Probably every wine country has its secrets: wines that are produced only in hidden corners of the vineyard area, drunk only by the locals. I have come across wines like this in France a few years ago, and in Austria in 2010, during EWBC. And there are undoubtedly much more. These are wines that are not exported, not produced in large quantities, sometime even almost forbidden, but not quite. And mostly, there is a very interesting history behind these wines.

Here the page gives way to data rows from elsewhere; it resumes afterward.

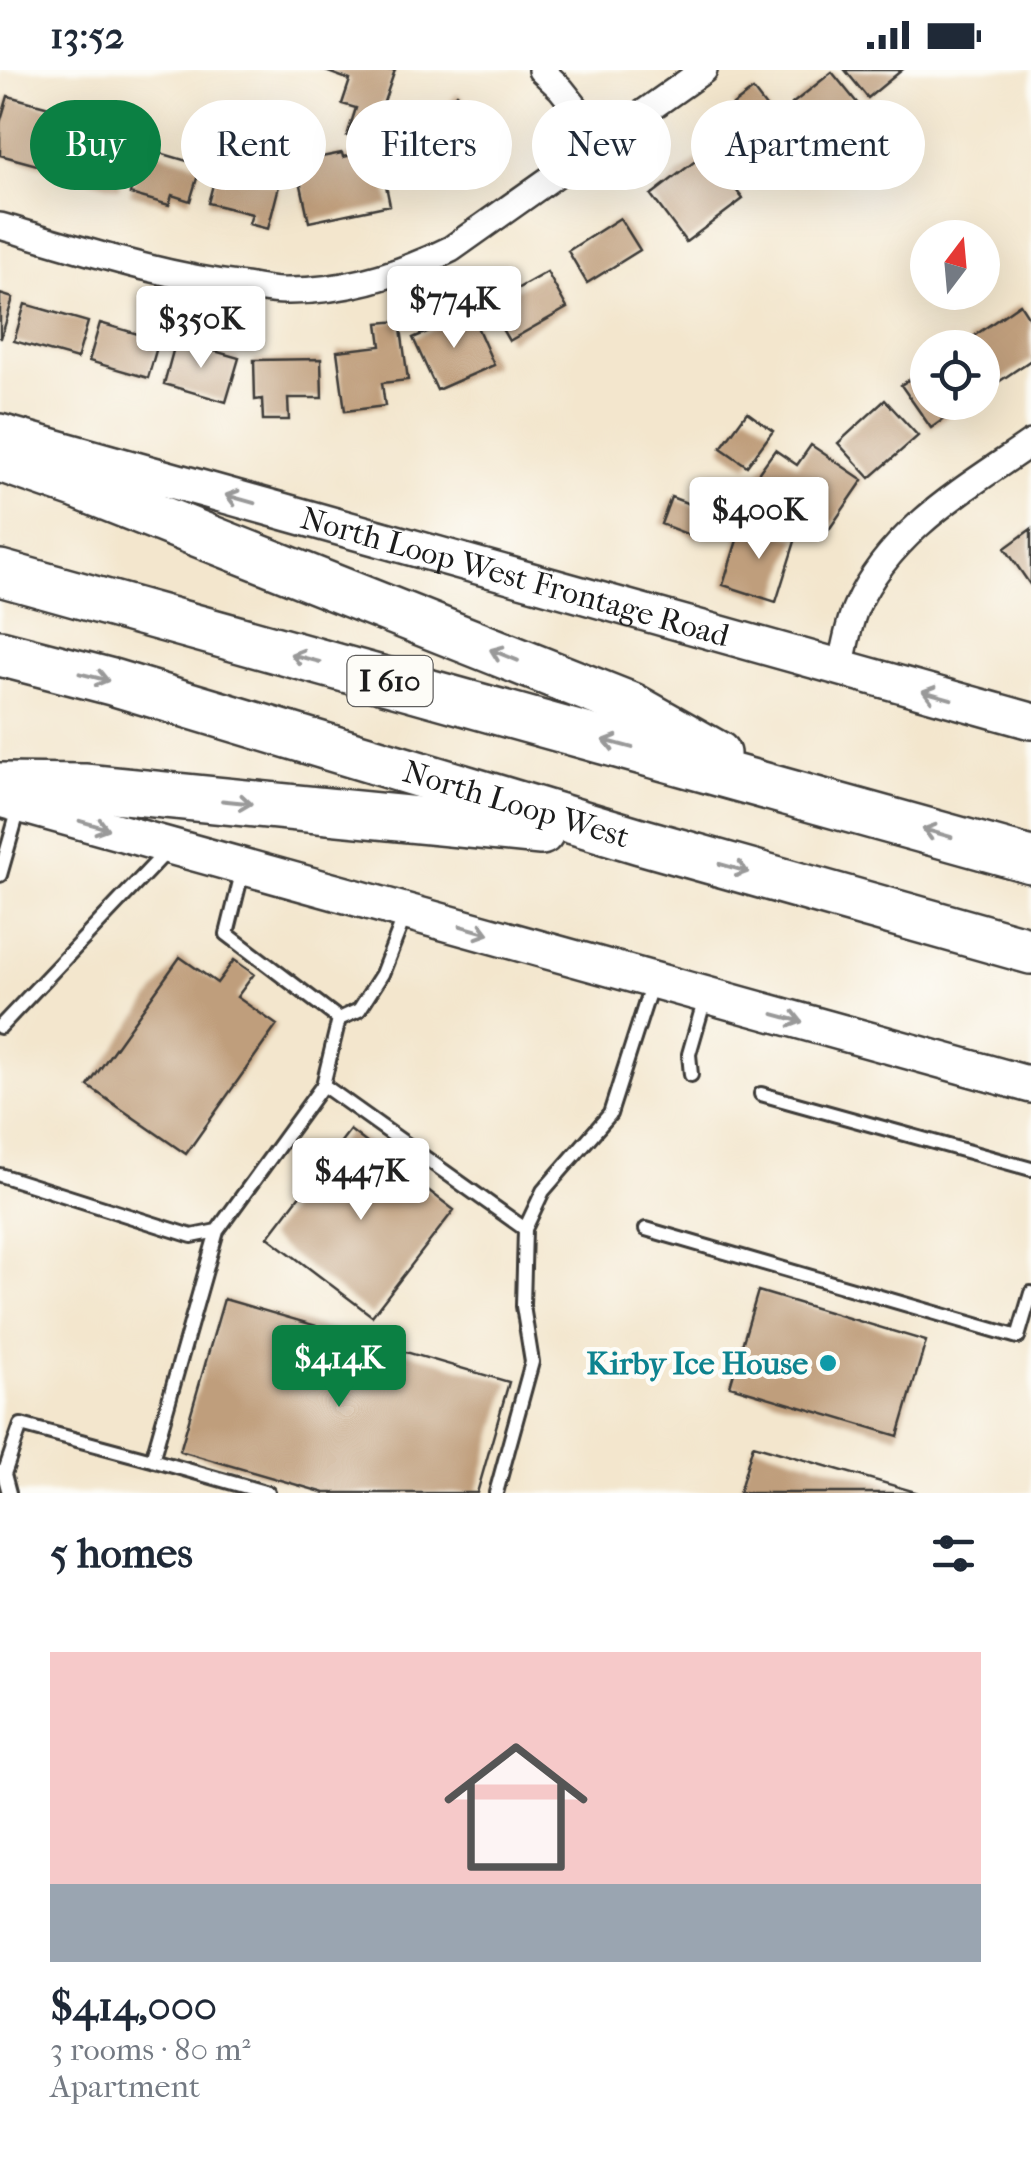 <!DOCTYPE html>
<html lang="en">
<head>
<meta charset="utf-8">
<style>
	body { margin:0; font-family:"IM FELL French Canon",serif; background:#f6f6f7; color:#1f2937; height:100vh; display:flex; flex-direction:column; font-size:38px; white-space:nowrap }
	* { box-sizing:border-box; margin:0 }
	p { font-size:32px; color:#747a83 }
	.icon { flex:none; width:55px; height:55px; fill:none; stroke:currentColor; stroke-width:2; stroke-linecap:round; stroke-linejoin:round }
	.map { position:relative; height:1423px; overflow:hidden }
	.details { display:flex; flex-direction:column; background:#fff; flex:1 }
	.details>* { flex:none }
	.hud { position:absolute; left:30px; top:30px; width:972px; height:90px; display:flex; gap:20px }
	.needle { width:65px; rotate:16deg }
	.buttons { position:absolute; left:910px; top:150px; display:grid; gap:20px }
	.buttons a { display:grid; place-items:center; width:90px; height:90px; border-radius:50%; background:#fff; box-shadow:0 10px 40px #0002; font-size:50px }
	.price { position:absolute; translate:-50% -85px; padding:0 22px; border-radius:10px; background:#fff; color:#222; font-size:32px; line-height:65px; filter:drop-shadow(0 2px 5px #0008) }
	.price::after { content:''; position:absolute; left:50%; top:60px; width:30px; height:22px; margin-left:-15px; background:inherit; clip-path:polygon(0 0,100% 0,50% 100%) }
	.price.current { background:#0b8043; color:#fff }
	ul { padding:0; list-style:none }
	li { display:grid; align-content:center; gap:20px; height:530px; padding:0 50px }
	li+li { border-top:2px solid #e0e1e3 }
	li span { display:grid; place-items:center; height:310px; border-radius:0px; color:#555 }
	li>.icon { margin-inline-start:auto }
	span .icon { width:180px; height:180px; fill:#fffc; stroke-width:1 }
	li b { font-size:42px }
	h2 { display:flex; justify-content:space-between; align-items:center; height:120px; padding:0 50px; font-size:42px }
	.tag { padding:0 35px; border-radius:45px; background:#fff; box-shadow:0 10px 40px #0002; font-size:35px; line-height:90px }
	.tag.current { background:#0b8043; color:#fff }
	.status { display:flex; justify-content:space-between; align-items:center; height:70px; padding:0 50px; background:#fff; direction:ltr }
	.status svg { height:28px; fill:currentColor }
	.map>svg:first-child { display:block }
	.building { fill:#bf9e7b }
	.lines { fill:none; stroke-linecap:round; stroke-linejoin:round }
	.lane-casing { stroke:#3c3a37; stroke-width:18 }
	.street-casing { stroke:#3c3a37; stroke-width:30 }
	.secondary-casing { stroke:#3c3a37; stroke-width:40 }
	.highway-casing { stroke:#3c3a37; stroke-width:50 }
	.lane { stroke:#fff; stroke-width:12 }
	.street { stroke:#fff; stroke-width:25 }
	.secondary { stroke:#fff; stroke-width:35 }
	.highway { stroke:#fff; stroke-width:45 }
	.oneway { stroke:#999 }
	.culture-dot { fill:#0f9aa8; stroke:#fdfcf7; stroke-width:4 }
	.labels { text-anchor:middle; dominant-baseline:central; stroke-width:9; stroke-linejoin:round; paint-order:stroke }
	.shield { fill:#fdfcf7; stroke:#605f5e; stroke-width:2.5 }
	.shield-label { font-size:30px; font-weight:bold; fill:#1c1c1c }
	.street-label { font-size:32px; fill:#1c1c1c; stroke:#fdfcf7 }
	.culture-label { font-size:32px; font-weight:bold; fill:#0d838f; stroke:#fdfcf7; text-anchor:end }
</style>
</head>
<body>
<div class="status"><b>13:52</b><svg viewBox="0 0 49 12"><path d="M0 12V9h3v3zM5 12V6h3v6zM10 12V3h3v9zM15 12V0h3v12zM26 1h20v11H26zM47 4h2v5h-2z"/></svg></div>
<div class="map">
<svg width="1031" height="1423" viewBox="0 0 1031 1423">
	<rect width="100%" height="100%" fill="#fdfcf7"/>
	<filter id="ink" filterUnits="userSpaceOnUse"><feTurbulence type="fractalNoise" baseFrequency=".01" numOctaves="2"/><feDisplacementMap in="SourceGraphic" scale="20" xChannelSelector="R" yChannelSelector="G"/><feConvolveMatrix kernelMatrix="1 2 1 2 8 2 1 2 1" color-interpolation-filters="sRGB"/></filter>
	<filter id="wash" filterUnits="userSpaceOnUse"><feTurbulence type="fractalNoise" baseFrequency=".0048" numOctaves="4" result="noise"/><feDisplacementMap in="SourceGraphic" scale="40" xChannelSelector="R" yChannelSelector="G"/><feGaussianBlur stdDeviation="2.25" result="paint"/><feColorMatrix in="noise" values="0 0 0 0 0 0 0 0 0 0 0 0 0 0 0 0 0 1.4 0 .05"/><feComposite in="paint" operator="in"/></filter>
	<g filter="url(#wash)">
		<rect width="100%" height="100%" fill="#f3e6cd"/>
		<g id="blocks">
			<path class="building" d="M323 0H395L378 49 385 51 377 76 347 66 356 38 342 34 350 10Z
				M845 0H902L868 28Z
				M832 2 858 34 818 66 792 34Z
				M753 20 801 83 767 108 761 100 743 113 717 79 749 55 733 35Z
				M457 24 498 58 471 91 456 79 441 97 399 62 420 36 436 49Z
				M8 26 64 41 48 98 0 85V53Z
				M69 63 130 81 119 119 58 101Z
				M143 78 201 95 190 131 172 125 169 135 130 124Z
				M707 82 743 129 686 172 651 125Z
				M342 83 343 87 357 84 360 96 381 91 390 135 309 152 296 92Z
				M217 100 279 116 268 159 249 154 252 144 208 133Z
				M620 148 640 180 587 213 568 181Z
				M547 202 567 238 509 271 488 235Z
				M0 224 13 228 1 268H0Z
				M25 234 88 252 77 289 14 271Z
				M1020 234 1031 251V290L997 313 982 291V278H973L968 270Z
				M471 243 494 295 437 320 413 268Z
				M400 251 408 310 382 313 385 336 345 341 337 281 381 276 378 253Z
				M100 253 159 270 148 308 89 291Z
				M176 270 239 288 226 332 164 314Z
				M321 289 322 328H288L289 350H263L262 329 255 330 254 290Z
				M928 297V332H968L931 358 901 315Z
				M885 330 918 366 870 408 838 373Z
				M747 342 773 361 747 396 721 378Z
				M811 375 863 410 826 464 752 412 775 380 797 395Z
				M671 427 708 441 697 468 661 454Z
				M743 451 796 468 776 532 723 515Z
				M1031 459V516L1005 478Z
				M180 887 217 913 234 890 254 904 237 927 277 955 186 1084 88 1016Z
				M350 1060 454 1140 372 1246 268 1167Z
				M758 1221 926 1271 898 1366 730 1316Z
				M224 1229 509 1312 477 1423H325L180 1381Z
				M753 1375 916 1422 915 1423H739Z"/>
		</g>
	</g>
	<g filter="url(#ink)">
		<use href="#blocks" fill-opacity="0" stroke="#3c3a37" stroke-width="2.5"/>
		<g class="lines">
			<g class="lane-casing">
				<path id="lane" d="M243 799 227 864 339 949
					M0 805 20 735
					M339 949 359 940 382 904 405 845
					M0 957 167 781
					M691 1005 689 984 706 925
					M323 1015 339 949
					M761 1024 1031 1099
					M0 1105 192 1166 217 1161
					M646 1159 1018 1267 1031 1223
					M0 1402 4 1404 21 1355 152 1390
					M4 1404 9 1423
					M268 1423 152 1390 217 1161 323 1015 525 1159 543 1121 610 1044 652 913
					M496 1423 532 1292 523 1236 525 1159"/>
			</g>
			<g class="street-casing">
				<path id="street" d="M541 0 561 19 603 72
					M0 156C80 179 161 206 244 216 259 218 275 222 289 221 345 221 401 204 451 179L704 0
					M840 597C845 578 848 555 856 537 891 460 965 419 1031 373"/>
			</g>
			<g class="secondary-casing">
				<g id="secondary">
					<path id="s1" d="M0 362 1031 651"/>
					<path d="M0 729 1031 1015"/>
				</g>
			</g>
			<g class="highway-casing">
				<g id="highway">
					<path d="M0 389 78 416 632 636 717 684"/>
					<path d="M0 503 1031 790"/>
					<path id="s2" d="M0 583 112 612 640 771 1031 881"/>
					<path d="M0 716 84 717 541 762"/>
				</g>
			</g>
			<use href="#lane" class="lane"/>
			<use href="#street" class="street"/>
			<use href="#secondary" class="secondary"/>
			<use href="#highway" class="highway"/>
		</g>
		<defs><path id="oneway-shaft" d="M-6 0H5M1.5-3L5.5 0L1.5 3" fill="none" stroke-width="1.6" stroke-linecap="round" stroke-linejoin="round" transform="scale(2.5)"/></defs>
		<g class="oneway">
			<use href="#oneway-shaft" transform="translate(240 429) rotate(-164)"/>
			<use href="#oneway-shaft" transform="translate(504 585) rotate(-158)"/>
			<use href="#oneway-shaft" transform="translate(305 588) rotate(-165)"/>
			<use href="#oneway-shaft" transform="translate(94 607) rotate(14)"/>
			<use href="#oneway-shaft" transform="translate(937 625) rotate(-164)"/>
			<use href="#oneway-shaft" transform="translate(618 674) rotate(-165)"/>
			<use href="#oneway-shaft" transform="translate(237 732) rotate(6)"/>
			<use href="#oneway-shaft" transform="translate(94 755) rotate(16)"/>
			<use href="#oneway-shaft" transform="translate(937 763) rotate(-164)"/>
			<use href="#oneway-shaft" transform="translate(734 798) rotate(16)"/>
			<use href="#oneway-shaft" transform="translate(475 860) rotate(16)"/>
			<use href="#oneway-shaft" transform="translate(788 948) rotate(15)"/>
		</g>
	</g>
	<circle class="culture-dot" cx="828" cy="1293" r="10"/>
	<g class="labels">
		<rect class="shield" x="347.5" y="586" width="85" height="50" rx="8"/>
		<g class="shield-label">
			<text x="390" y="611">I 610</text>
		</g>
		<g class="street-label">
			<text stroke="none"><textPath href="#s1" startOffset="535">North Loop West Frontage Road</textPath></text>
			<text stroke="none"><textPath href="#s2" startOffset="538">North Loop West</textPath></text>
		</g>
		<g class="culture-label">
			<text x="808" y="1293">Kirby Ice House</text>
		</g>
	</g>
</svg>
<div class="buttons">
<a><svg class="needle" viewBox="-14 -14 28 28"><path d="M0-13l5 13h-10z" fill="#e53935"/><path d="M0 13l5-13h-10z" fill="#747a83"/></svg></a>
<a><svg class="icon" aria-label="locate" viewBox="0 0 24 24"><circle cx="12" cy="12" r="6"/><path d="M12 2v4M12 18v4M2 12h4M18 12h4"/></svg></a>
</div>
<b class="price" style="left:454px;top:281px">$774K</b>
<b class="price" style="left:201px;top:301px">$350K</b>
<b class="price" style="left:759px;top:492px">$400K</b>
<b class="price" style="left:361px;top:1153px">$447K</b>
<b class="price current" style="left:339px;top:1340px">$414K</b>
<div class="hud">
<a class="tag current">Buy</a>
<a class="tag">Rent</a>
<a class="tag">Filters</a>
<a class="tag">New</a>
<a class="tag">Apartment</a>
</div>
</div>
<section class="details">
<h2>5 homes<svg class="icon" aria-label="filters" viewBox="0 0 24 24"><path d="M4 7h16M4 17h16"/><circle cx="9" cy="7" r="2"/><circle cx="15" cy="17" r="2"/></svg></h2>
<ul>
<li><span style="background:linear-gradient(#f6c9c9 75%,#9aa5b1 0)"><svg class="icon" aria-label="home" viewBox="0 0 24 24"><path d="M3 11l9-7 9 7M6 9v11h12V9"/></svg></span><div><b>$414,000</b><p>3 rooms · 80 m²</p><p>Apartment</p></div></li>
</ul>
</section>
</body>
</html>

One such wine – let’s called it X – I tasted last week, at home, together with a friend who happened to have a bottle of X in his cellar. When Bernard learned I had heard of X, but not tasted it, he offered to come by and share that bottle together. And so we did.
Wine museum Moschendorf
I first heard about X during the press trip after EWBC 2010 to Südburgenland. We visited the tiny open air wine museum in Moschendorf, close to the Hungarian border. Walking to the tasting room, where we were going to taste some 30 and more wines from Blaufränkisch, from the Eisenberg DAC, we saw the word ‘uhudler’ on a large information panel and also on the walls of some houses. A welcoming sign moreover spoke of Uhudler-Verkostung im Stadel. So uhudler was probably a wine! And that is indeed what the information panel told us. Uhudler is a wine made of what the Austrians call Direktträger: American vines, with American rootstock and all. During the big phylloxera epidemic of the late nineteenth century, whereby a tiny aphid devasted almost all of Europe’s vineyards by gnawing at the roots of the vines, people tried all kinds of things to be able to keep making wine. It took a while before the final cure was discovered: grafting European Vinifera vines onto American non-Vinifera rootstock. The continent of Northern America has a large array of berry carrying vines, different from the European Vitis Vinifera. These vines go by the name of Vitis Lambrusca, or Vitis Rupestris. And they are immune to the grape louse, phylloxera vastatrix.